The Korean leaders also said the North would dismantle a missile engine test site and launch pad in the presence of outside inspectors, and would seek to host the 2032 Summer Olympics together. Moon also said Kim would try to visit Seoul sometime this year.
Washington wants North Korea to outline the entirety of its nuclear program, and its response to Wednesday’s joint statement from the Koreas remains to be seen. While the declaration appears to fall short of what Washington wants, President Donald Trump has maintained that he and Kim have a solid relationship and both leaders have expressed interest in meeting again after their June summit in Singapore.
North Korea has been demanding a declaration formally ending the Korean War, which was stopped in 1953 by a ceasefire, but neither leader mentioned it as they read the joint statement.
Kim said as he stood by Moon's side at the guesthouse where Moon is staying.
Kim and Moon earlier smiled and were seen chatting as they walked down a hallway and into a meeting room to finalize the joint statement, which also said that the leaders would push for a Korean Peninsula without nuclear weapons and to "eliminate all the danger of war."
North Korea was expected to hold a huge mass games spectacle later in the day, with Moon attending an event expected to draw about 150,000 spectators, Seoul said. It wasn't clear if Kim would attend.

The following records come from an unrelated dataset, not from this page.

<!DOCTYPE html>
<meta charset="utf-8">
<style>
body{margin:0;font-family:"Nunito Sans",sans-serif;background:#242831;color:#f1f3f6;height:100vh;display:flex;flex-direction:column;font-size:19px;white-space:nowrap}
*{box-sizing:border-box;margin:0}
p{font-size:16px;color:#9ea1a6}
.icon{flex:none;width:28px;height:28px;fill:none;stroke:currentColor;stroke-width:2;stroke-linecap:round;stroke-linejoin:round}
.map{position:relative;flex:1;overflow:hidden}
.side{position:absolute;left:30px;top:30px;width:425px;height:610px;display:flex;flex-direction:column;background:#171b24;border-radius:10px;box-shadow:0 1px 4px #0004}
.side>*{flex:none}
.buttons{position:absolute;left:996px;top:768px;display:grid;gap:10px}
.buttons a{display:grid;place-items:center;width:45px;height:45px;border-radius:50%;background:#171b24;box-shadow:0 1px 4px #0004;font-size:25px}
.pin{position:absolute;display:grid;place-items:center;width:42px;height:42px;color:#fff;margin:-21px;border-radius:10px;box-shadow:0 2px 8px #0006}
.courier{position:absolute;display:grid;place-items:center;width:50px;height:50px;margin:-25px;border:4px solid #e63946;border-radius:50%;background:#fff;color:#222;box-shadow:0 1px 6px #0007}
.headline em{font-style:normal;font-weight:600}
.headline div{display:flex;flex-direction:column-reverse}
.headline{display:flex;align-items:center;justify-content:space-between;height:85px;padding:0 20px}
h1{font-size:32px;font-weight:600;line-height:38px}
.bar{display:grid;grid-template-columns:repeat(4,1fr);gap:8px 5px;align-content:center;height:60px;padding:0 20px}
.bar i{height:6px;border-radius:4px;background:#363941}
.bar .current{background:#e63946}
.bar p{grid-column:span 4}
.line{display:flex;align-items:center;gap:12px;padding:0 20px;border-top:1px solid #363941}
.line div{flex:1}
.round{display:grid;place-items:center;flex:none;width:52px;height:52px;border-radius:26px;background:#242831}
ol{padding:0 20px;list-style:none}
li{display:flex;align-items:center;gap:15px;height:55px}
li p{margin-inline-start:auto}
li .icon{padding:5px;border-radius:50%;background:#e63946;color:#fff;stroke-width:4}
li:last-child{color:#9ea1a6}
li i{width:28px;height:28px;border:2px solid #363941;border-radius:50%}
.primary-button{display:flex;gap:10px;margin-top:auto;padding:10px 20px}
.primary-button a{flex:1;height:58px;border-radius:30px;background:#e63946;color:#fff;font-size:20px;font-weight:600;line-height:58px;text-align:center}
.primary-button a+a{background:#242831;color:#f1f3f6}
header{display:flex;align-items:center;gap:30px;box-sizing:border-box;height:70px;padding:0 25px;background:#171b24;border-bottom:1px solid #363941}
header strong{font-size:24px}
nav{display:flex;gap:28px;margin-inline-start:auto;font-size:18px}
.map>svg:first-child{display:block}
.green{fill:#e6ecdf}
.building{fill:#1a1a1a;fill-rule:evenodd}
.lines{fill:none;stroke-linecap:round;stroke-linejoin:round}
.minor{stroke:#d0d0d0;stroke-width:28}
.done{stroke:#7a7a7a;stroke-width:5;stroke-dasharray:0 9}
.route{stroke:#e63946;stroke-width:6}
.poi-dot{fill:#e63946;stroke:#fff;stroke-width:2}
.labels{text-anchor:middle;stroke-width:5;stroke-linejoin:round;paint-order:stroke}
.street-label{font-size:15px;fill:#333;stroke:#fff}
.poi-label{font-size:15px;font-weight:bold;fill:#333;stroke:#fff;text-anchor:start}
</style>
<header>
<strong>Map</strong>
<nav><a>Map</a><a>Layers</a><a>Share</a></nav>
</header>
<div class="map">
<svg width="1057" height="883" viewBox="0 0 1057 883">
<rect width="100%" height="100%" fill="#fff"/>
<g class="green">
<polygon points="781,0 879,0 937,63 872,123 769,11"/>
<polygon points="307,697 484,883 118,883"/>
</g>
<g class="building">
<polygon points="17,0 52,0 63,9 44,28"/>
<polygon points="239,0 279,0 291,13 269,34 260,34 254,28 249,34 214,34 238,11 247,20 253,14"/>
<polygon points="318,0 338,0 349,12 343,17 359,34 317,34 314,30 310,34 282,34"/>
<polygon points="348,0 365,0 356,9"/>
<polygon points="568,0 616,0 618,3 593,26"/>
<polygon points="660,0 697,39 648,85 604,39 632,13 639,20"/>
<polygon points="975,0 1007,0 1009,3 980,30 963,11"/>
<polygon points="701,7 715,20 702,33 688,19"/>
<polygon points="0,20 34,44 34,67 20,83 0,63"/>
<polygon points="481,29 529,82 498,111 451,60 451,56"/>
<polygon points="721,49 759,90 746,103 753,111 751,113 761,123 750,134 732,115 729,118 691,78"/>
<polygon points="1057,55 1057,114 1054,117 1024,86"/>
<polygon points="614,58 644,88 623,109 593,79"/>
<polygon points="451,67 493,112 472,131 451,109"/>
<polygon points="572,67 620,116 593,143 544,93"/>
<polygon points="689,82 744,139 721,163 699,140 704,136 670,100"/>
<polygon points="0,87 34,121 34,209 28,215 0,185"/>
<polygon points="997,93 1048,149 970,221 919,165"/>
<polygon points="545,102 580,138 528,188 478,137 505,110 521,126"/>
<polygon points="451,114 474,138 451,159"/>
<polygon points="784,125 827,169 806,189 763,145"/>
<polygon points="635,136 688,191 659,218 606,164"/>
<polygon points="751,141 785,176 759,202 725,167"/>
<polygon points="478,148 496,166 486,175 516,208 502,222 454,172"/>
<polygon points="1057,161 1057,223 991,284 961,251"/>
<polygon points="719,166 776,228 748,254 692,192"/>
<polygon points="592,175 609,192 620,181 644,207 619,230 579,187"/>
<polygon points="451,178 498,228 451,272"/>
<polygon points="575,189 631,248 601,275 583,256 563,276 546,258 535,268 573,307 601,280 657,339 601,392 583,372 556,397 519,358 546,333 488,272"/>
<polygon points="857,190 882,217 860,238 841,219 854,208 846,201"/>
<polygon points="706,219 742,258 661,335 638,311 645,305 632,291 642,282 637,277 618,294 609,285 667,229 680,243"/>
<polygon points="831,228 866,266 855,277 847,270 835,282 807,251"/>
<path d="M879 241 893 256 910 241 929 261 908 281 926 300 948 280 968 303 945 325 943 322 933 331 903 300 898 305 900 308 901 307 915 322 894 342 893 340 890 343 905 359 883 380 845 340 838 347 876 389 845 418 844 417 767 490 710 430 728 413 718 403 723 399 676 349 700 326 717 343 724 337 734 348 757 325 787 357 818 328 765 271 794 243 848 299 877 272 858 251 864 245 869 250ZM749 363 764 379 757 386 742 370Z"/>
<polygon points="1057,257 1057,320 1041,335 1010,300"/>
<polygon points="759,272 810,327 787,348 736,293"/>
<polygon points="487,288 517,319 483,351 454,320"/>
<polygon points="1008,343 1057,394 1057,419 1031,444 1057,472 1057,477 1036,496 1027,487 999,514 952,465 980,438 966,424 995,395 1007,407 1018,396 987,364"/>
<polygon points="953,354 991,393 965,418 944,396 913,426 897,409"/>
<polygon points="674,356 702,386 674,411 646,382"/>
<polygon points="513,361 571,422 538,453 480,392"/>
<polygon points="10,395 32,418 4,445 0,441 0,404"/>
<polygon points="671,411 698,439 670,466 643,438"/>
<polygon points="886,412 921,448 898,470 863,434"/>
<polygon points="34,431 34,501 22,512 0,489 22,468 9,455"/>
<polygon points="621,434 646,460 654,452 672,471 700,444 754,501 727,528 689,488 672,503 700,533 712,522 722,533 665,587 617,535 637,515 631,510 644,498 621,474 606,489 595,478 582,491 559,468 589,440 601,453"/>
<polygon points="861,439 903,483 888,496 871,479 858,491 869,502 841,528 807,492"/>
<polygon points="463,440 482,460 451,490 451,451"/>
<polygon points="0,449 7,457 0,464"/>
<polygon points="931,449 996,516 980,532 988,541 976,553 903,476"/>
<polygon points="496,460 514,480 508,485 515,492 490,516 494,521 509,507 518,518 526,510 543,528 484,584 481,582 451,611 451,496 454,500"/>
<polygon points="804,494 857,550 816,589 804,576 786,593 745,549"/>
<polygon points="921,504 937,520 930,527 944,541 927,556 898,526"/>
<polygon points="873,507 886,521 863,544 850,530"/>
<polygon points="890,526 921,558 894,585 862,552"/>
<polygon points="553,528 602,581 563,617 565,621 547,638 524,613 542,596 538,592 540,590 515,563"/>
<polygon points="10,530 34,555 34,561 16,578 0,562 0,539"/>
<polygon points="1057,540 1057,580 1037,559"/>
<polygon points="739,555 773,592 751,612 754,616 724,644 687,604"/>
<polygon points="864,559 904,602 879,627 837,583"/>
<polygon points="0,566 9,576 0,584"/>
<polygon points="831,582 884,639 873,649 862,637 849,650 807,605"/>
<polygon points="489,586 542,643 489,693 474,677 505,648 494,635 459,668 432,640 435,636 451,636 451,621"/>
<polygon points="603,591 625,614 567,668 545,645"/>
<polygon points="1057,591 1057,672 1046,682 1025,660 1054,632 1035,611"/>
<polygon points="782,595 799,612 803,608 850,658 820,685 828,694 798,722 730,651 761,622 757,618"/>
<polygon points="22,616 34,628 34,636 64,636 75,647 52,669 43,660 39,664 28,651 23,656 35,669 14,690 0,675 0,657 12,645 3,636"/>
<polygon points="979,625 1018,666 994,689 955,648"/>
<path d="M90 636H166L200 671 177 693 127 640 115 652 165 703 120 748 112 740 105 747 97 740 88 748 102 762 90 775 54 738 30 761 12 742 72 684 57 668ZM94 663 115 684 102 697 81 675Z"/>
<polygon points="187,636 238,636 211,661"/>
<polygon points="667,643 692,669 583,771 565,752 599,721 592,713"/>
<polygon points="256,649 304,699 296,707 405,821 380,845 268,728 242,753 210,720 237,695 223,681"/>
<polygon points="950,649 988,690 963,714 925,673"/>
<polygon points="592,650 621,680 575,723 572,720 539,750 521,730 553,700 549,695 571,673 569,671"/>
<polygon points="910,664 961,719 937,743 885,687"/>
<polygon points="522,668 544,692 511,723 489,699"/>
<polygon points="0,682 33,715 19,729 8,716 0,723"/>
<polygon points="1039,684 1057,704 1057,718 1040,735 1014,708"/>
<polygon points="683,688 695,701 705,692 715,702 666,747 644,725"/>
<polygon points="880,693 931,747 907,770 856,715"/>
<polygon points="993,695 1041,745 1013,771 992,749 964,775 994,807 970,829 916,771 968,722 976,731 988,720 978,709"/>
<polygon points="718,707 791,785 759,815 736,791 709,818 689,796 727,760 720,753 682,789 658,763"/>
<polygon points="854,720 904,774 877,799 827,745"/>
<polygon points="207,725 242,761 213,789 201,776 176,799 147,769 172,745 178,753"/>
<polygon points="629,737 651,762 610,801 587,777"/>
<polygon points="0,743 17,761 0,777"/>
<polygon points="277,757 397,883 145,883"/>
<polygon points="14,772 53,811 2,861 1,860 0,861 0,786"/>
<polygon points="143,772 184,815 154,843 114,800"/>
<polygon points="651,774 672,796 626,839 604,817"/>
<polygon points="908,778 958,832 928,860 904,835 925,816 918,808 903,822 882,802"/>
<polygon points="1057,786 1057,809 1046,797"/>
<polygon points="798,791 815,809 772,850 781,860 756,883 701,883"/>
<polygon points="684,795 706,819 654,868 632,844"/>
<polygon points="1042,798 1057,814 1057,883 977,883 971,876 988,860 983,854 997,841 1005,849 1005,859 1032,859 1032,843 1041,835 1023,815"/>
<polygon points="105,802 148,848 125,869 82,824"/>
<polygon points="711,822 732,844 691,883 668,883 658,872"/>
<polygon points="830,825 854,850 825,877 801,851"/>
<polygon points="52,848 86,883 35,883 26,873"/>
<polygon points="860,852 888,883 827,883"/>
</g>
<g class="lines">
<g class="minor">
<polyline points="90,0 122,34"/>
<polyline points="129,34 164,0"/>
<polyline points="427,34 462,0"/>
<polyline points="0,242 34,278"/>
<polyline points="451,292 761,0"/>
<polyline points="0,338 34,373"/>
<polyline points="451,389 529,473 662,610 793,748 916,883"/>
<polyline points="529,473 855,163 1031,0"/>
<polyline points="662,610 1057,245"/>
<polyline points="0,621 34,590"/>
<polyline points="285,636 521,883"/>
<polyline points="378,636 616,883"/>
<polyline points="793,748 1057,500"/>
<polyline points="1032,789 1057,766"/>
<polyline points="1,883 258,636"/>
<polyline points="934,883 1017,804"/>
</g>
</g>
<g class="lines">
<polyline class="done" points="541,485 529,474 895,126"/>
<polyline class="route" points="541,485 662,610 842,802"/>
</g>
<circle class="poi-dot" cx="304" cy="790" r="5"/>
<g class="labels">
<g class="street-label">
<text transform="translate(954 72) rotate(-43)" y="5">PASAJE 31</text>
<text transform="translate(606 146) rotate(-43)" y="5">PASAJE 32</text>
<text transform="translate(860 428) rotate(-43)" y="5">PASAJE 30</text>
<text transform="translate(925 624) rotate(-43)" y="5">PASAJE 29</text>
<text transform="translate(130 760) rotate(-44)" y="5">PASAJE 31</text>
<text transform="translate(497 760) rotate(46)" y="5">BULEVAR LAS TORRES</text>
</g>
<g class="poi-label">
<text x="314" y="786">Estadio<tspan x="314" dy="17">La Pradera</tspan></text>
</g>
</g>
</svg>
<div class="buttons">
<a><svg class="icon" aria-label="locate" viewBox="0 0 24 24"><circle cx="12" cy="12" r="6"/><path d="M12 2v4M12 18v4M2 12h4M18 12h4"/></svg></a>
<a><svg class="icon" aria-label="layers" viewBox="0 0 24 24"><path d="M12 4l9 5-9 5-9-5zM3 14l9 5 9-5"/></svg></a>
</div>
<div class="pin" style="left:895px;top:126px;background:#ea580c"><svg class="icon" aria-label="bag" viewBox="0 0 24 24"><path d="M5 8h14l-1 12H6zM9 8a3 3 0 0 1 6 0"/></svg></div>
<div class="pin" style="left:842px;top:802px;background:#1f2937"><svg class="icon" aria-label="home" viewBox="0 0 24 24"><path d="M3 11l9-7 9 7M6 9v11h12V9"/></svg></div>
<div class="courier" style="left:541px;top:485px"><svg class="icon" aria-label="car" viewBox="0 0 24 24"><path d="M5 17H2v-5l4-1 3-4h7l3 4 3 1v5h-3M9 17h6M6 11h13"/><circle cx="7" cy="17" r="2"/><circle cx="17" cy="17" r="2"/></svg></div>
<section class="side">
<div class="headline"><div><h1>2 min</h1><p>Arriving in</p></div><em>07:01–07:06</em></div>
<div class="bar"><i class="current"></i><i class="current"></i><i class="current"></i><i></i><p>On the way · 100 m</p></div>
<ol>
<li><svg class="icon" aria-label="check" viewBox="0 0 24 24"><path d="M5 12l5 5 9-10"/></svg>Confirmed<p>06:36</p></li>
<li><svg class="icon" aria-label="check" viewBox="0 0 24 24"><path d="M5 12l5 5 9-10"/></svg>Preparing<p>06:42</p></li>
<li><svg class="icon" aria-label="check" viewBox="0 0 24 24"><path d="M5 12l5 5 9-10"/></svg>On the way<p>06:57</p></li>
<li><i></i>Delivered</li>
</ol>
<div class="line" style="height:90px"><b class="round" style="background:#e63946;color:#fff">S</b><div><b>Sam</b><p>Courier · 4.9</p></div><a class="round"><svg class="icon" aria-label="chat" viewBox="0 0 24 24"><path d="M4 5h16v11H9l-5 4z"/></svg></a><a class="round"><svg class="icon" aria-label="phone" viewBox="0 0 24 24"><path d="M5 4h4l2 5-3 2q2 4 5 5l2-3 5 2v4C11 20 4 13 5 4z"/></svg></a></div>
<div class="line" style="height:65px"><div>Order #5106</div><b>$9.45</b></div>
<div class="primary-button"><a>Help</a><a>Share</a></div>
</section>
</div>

Kim gave the South Korean president an exceedingly warm welcome on Tuesday, the first day of the summit, meeting him and his wife at Pyongyang's airport — itself a very unusual gesture — then riding into town with Moon in an open limousine through streets lined with crowds of North Koreans, who cheered and waved the flag of their country and a blue-and-white flag that symbolizes Korean unity.
The made-for-television welcome has become routine for their summits, after two meetings earlier this year.
The summit talks began at the ruling Workers' Party headquarters where Kim and Moon were joined by two of their top deputies — spy chief Suh Hoon and presidential security director Chung Eui-yong for Moon, and for Kim, his sister, Kim Yo Jong, and senior Workers' Party official Kim Yong Chol, according to Moon's office.
At the start of their meeting Tuesday, Kim thanked Moon for brokering the June summit with Trump.
Moon responded by expressing his own thanks to Kim for making a "bold decision" in a New Year's speech to open a new era of detente and send a delegation to the South Korean Winter Olympics in February.